▸ Try it
Search the entries for the word "sheet". Copy every line where it turns up.

[Stored data]
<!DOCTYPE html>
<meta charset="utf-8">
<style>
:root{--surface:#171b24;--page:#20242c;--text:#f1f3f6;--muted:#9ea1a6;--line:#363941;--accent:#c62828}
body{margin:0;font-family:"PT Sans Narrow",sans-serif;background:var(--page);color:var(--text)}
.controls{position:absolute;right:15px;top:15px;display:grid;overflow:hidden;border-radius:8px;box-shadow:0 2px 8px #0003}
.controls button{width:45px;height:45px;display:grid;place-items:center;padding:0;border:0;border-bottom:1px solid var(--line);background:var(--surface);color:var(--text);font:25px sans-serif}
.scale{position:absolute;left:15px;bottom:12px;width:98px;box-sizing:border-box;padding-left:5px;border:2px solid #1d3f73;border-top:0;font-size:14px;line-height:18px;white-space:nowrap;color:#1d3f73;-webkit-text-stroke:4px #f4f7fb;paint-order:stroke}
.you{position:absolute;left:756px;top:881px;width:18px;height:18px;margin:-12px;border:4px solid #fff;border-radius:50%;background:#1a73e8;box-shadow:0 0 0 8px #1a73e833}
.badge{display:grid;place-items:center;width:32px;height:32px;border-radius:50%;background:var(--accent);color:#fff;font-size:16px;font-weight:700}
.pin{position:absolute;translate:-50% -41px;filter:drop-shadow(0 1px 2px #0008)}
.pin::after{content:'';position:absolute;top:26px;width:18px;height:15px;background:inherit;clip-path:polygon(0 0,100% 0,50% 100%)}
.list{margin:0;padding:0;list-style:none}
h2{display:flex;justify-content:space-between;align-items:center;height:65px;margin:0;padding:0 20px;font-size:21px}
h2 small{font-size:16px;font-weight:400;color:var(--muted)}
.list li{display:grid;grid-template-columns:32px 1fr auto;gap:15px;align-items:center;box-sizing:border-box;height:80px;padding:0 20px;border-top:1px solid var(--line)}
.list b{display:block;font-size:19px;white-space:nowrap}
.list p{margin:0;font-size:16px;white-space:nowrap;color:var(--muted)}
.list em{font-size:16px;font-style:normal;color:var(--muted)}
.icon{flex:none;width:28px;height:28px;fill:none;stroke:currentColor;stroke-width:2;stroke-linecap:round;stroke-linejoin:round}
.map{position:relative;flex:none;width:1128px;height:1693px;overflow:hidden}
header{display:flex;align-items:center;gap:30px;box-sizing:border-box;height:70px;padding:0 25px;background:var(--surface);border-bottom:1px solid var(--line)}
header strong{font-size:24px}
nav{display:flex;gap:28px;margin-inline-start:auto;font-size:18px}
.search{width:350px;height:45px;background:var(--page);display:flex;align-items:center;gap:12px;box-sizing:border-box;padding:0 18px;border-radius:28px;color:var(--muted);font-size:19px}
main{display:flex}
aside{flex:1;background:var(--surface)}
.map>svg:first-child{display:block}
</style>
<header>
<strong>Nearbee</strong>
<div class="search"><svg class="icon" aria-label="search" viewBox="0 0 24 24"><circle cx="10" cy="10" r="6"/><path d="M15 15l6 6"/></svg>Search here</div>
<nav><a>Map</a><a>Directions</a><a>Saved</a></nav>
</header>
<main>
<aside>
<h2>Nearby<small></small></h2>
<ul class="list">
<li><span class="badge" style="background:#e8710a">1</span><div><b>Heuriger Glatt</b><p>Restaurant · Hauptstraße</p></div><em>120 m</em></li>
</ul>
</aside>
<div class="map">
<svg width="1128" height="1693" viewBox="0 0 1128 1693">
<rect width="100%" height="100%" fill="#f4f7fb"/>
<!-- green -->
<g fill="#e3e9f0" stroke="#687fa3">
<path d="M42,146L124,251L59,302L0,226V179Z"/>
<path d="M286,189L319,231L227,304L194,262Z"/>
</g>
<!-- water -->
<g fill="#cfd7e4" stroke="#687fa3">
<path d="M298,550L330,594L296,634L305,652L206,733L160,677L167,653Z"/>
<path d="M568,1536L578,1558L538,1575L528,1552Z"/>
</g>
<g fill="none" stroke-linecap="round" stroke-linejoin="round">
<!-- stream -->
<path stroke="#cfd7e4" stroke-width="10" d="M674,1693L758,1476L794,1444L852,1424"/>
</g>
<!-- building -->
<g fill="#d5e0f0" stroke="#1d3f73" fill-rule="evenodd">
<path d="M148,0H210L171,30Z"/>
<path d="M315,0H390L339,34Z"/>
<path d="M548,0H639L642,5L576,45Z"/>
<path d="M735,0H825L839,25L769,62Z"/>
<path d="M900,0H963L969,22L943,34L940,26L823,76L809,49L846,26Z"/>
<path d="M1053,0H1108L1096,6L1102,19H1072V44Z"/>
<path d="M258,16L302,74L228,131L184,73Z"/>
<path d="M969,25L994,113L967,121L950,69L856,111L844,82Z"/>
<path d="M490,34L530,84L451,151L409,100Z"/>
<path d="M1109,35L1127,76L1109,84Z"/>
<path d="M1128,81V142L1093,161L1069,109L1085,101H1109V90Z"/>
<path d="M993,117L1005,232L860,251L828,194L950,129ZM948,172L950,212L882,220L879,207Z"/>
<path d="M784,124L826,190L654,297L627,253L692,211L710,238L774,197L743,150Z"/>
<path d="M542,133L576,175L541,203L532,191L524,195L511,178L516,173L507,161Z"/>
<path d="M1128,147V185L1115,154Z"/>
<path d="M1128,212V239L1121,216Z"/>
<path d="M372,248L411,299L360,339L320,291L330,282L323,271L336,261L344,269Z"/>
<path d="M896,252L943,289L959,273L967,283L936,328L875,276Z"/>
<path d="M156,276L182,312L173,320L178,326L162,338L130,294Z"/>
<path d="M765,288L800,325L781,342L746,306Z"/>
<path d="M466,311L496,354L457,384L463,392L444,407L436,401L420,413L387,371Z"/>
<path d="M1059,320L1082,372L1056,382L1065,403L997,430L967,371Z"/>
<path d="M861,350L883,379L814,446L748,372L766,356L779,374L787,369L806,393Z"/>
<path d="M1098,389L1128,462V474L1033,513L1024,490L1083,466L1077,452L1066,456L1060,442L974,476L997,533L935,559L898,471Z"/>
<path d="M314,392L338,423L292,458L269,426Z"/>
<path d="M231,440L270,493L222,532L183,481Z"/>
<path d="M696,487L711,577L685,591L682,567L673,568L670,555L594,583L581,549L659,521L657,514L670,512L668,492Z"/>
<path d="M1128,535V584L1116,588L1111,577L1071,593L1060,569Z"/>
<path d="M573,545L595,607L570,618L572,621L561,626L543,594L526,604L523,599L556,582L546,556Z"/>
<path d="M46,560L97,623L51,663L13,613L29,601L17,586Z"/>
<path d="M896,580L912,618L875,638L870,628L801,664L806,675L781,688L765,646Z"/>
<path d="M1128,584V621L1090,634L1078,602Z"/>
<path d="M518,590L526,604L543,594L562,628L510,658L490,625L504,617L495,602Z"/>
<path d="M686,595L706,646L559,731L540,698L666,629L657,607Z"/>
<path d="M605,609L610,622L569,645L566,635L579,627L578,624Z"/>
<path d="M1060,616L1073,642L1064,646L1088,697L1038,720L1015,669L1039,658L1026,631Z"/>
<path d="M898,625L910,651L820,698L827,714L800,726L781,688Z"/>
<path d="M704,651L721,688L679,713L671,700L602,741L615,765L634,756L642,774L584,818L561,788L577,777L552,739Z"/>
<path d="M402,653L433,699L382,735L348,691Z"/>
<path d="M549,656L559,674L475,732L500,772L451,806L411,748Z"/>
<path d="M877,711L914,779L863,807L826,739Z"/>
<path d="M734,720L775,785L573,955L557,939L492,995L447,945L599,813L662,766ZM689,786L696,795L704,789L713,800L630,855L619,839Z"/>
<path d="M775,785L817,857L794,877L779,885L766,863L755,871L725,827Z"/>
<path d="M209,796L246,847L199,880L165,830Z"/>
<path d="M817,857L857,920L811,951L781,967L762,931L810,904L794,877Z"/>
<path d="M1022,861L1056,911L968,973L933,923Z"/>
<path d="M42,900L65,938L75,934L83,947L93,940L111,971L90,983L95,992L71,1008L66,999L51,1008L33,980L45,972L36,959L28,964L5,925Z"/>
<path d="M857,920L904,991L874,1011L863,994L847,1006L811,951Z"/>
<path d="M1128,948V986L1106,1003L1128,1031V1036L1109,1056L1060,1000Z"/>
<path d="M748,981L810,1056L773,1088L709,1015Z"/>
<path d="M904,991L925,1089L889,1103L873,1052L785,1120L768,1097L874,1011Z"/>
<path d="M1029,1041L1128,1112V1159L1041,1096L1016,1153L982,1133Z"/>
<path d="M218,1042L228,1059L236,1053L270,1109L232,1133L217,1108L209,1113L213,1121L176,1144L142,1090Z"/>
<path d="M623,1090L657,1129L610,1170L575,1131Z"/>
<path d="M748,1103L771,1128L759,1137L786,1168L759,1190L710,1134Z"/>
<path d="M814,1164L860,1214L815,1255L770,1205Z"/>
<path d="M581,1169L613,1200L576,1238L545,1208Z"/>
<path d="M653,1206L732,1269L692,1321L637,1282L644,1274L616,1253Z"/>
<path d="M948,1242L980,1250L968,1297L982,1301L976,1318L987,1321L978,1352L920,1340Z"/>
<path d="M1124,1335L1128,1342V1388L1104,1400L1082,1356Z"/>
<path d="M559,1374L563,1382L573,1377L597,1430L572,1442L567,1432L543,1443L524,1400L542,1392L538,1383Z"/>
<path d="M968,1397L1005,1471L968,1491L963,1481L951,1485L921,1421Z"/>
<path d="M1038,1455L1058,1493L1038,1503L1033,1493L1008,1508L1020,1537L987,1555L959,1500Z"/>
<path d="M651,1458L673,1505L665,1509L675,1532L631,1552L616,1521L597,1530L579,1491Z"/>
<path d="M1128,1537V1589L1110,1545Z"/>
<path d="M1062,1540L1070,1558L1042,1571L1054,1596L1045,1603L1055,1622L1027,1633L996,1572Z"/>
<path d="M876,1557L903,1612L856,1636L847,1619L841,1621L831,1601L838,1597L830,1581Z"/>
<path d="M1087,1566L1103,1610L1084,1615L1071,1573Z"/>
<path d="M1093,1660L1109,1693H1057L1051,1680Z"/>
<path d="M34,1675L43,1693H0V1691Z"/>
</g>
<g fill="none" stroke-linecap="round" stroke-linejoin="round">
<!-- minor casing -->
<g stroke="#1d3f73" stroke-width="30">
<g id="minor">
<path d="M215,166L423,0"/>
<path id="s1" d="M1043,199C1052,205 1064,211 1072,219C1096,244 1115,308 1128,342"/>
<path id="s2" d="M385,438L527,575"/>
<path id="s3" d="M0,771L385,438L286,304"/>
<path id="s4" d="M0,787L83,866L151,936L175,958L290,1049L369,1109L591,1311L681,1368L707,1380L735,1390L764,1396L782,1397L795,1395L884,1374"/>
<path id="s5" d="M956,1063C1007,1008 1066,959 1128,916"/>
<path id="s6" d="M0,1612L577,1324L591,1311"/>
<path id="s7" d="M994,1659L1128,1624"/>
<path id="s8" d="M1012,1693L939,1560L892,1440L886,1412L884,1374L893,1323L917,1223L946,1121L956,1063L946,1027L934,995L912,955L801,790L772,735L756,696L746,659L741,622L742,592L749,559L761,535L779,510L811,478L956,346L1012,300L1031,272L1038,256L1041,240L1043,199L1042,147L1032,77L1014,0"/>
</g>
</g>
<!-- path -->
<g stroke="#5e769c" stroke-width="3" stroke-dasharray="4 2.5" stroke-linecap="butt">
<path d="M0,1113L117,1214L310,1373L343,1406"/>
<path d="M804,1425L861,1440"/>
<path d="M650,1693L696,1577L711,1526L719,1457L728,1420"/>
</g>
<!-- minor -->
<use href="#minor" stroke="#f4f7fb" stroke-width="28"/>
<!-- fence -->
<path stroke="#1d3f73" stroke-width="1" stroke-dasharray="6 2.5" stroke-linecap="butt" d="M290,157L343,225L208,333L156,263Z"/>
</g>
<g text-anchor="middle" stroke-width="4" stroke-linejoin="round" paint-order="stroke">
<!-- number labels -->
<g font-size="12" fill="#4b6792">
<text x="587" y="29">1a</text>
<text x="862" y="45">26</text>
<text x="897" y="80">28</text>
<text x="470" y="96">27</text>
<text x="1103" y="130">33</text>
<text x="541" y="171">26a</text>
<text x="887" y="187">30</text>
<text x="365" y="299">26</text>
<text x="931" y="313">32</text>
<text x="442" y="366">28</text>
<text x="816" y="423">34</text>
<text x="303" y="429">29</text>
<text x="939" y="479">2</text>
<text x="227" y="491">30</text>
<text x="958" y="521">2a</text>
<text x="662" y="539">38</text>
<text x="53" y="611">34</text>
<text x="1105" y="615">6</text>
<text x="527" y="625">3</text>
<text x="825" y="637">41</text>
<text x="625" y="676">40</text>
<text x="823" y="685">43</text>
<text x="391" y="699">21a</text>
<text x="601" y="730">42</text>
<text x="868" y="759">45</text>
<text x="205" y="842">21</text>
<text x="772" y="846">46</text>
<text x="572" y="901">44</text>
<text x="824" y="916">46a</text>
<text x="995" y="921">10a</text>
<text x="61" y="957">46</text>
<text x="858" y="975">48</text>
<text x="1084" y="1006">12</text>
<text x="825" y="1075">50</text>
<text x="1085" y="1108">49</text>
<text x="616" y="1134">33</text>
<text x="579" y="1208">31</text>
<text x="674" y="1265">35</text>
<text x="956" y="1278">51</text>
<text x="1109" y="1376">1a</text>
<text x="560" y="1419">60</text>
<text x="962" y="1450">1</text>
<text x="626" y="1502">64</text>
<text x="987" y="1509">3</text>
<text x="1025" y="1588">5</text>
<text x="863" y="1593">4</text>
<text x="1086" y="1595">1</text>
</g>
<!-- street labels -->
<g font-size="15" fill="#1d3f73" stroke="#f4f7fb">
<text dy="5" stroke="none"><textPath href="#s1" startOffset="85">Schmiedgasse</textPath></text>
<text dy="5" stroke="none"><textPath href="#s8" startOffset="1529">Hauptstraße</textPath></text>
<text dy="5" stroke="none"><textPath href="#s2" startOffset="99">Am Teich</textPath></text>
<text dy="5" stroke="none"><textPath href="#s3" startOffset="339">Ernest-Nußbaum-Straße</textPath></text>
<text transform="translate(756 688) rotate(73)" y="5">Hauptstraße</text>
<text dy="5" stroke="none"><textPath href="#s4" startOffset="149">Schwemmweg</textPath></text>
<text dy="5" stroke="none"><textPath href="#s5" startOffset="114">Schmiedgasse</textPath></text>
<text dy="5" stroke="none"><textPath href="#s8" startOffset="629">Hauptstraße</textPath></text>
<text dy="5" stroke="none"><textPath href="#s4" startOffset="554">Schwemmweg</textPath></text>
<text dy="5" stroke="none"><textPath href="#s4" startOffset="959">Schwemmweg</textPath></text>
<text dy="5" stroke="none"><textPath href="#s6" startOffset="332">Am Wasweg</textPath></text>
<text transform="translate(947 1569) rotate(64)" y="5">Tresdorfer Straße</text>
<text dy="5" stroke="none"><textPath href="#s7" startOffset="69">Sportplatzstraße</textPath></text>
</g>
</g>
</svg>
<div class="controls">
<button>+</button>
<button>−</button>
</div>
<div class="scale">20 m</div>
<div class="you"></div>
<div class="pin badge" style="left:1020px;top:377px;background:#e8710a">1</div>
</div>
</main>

--

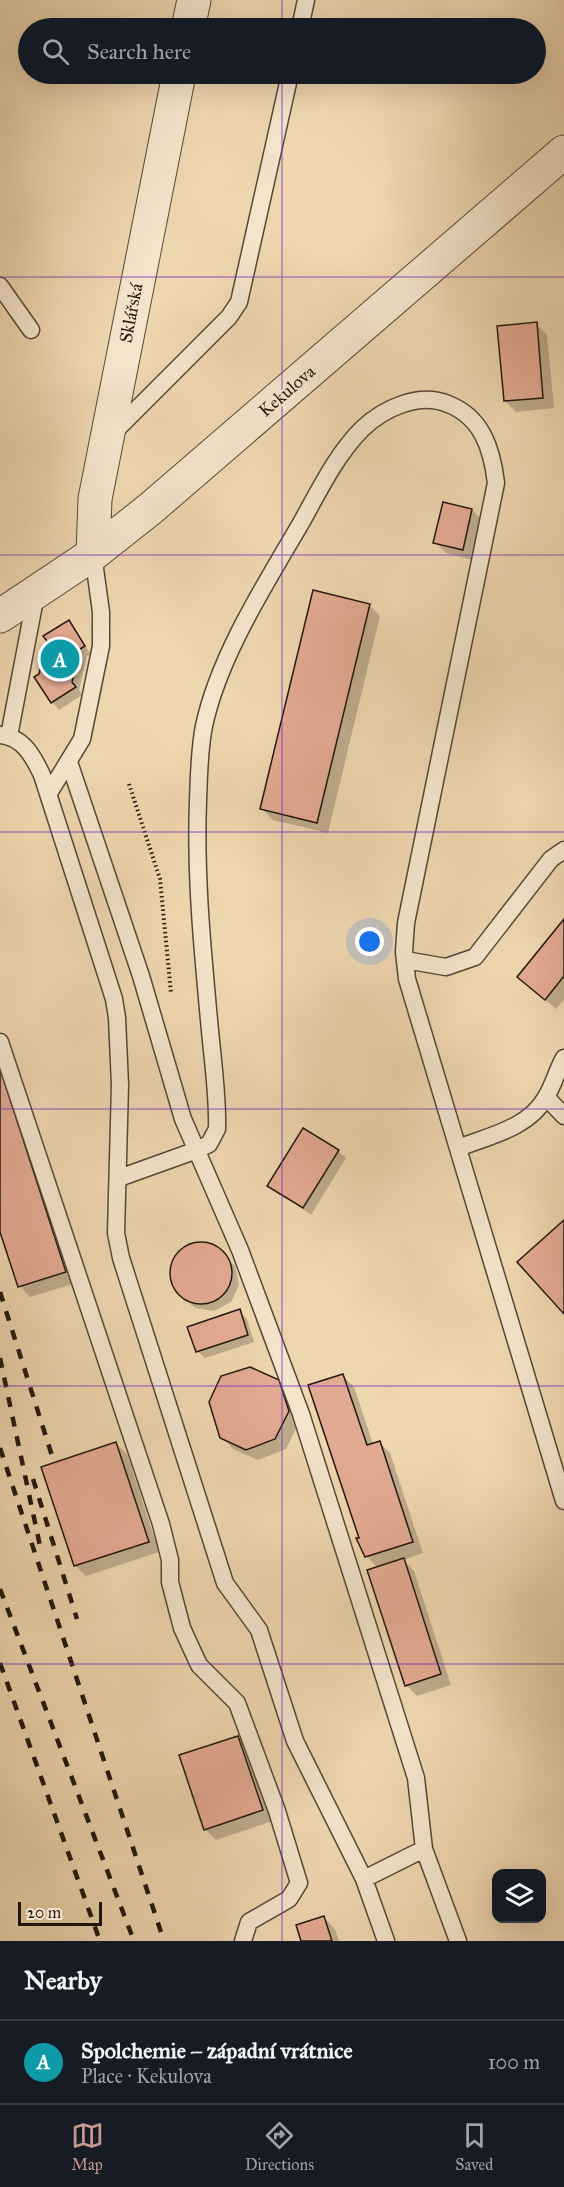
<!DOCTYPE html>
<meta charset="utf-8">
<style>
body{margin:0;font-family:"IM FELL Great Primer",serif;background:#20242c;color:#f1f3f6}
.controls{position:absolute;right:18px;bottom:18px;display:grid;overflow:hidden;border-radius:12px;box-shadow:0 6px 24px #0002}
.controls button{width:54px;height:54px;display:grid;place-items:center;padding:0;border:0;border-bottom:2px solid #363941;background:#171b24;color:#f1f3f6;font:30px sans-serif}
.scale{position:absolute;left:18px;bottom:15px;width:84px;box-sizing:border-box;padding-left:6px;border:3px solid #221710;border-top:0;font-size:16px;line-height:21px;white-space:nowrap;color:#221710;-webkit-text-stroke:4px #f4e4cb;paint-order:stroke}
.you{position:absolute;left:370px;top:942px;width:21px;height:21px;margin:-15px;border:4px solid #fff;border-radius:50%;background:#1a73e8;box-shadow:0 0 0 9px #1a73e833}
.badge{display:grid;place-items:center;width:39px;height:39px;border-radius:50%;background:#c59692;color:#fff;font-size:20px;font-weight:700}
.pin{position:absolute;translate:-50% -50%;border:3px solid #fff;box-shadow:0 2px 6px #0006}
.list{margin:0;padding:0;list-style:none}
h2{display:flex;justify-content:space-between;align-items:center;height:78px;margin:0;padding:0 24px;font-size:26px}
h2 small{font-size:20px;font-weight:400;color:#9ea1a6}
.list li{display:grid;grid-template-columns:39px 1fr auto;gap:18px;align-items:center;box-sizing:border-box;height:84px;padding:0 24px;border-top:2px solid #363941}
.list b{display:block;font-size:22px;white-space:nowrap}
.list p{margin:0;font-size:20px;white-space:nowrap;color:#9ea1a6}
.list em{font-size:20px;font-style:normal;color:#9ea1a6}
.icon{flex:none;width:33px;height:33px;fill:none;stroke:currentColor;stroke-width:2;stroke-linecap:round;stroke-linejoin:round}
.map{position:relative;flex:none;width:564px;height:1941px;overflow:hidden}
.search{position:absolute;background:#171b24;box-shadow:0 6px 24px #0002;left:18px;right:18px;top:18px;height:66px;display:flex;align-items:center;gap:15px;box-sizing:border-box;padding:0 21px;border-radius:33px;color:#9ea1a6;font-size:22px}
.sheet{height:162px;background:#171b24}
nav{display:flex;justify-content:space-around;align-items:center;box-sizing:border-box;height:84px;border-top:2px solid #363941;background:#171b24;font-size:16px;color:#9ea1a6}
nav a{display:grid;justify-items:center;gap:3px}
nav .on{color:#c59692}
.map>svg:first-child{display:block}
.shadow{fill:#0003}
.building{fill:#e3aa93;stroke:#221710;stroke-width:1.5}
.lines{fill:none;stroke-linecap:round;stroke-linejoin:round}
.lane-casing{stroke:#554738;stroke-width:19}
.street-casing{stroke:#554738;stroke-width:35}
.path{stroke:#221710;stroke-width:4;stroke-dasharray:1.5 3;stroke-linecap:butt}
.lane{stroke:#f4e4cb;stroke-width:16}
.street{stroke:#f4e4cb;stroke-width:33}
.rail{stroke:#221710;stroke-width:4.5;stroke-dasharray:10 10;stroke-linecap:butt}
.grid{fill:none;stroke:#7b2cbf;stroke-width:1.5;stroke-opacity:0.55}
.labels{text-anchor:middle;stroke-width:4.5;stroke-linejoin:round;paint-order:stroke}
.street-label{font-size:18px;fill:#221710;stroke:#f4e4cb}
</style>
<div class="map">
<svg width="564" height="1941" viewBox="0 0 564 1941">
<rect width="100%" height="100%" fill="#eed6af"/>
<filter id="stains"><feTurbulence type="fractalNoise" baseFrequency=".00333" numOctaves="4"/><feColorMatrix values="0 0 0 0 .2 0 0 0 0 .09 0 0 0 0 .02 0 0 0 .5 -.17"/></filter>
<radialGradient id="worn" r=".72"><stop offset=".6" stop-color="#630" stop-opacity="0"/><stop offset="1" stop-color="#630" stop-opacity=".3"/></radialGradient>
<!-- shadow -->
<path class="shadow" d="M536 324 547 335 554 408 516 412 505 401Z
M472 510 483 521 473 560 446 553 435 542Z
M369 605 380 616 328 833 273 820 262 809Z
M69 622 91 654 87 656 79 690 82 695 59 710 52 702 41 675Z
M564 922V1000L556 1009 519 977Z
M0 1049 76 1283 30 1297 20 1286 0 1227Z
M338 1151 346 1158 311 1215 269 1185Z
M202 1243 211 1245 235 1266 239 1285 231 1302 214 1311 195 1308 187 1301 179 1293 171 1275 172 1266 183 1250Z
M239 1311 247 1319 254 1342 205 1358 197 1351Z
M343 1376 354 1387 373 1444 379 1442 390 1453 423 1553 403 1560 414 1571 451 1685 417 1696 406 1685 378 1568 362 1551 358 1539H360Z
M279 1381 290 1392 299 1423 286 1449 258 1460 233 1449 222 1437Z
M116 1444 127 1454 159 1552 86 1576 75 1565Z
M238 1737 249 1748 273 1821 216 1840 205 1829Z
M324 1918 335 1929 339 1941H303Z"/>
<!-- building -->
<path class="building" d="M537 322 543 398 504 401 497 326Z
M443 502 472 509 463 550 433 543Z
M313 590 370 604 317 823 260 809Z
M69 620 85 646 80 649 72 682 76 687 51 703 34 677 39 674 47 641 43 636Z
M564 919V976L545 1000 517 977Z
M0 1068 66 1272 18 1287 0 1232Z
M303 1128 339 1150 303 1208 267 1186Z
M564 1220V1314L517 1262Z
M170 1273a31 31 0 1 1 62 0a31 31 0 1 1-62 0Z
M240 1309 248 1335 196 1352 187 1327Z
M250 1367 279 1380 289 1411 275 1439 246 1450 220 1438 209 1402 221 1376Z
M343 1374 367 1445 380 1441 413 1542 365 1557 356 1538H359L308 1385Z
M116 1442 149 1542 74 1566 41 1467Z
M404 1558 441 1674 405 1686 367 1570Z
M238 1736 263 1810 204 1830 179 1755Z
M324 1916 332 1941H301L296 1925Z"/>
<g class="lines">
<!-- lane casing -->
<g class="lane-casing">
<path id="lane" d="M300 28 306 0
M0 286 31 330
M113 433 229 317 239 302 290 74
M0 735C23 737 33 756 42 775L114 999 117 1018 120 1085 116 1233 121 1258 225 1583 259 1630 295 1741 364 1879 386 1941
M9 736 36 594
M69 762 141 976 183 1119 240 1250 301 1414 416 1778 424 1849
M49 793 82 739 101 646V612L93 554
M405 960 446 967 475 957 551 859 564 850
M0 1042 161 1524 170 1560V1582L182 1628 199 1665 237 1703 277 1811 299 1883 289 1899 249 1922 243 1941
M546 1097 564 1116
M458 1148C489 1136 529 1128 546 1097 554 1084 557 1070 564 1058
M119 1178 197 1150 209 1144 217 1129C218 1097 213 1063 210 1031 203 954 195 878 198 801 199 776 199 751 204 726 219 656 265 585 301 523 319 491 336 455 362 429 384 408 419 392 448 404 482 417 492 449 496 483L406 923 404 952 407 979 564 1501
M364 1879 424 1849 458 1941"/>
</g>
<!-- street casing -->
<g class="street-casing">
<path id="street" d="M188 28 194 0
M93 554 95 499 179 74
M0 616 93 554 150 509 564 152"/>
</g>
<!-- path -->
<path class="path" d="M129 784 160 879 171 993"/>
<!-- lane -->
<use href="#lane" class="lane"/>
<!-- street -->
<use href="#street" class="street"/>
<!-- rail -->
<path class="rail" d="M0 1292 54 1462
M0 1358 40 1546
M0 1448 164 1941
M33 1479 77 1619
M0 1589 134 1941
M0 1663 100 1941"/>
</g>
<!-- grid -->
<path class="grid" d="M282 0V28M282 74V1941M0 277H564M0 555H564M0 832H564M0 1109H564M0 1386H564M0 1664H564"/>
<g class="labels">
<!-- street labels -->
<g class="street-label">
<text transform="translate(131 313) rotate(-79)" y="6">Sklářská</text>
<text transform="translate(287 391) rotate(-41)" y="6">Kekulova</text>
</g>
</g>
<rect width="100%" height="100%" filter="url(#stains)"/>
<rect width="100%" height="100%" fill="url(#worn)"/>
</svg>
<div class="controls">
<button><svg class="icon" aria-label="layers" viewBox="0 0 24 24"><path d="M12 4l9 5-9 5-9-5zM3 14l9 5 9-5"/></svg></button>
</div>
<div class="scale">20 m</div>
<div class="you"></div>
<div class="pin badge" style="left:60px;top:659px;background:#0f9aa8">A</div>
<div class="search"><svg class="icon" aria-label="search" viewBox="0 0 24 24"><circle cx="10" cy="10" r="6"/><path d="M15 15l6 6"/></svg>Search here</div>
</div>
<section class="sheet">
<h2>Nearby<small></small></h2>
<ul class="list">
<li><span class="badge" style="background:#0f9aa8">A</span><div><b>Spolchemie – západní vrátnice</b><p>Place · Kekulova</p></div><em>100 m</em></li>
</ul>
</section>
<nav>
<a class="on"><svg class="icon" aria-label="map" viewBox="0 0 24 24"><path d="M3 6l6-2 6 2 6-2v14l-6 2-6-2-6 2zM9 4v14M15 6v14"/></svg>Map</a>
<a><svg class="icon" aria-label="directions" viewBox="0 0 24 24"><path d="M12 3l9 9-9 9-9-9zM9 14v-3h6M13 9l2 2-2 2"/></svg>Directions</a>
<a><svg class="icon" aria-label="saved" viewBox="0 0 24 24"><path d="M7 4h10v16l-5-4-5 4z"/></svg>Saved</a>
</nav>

▸ Exercise result
.sheet{height:162px;background:#171b24}
<section class="sheet">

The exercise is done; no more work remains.